The ruling dismissed Khan’s claim, stating that: [T]he real aim and target of these proceedings is not to inform GCHQ employees that if they were prosecuted, no defence of combatant immunity would be available. The real aim is to persuade this court to make a public pronouncement designed to condemn the activities of the United States in North Waziristan, as a step in persuading them to halt such activity. (Khan v SSFCA [2012] EWHC 3728 (Admin) at [57])

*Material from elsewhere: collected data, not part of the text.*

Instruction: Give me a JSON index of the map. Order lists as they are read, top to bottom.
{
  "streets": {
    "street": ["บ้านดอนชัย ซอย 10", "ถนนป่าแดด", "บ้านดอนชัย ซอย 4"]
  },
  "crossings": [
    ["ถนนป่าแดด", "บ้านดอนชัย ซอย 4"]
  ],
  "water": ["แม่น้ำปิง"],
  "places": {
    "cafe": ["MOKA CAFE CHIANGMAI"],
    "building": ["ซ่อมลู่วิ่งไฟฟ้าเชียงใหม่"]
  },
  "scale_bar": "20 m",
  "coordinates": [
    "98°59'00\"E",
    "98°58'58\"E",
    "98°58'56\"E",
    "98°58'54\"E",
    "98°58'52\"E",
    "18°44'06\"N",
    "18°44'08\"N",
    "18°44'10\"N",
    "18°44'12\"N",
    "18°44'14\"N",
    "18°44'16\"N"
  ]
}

The ruling took note of legal proceedings that Khan had undertaken in Pakistan, in order to reiterate that under no conditions would the High Court make a ruling condemning the drone attacks or GCHQ’s alleged role in them. Referring to Khan’s plea to the court in Peshawar, Lord Justice Moses wrote: [H]e contends that the Government of Pakistan, and various Ministries, are under a constitutional obligation to take all necessary action to stop ‘illegal drone strikes’ and ‘safeguard its citizens from target killing by an external force’. He pleads that ‘the act of killing of innocent people on March 17 2011 was extra-judicial killing, more generally referred to as murder’. The prayer refers to criminal offences by those inside and outside Pakistan in drone operations.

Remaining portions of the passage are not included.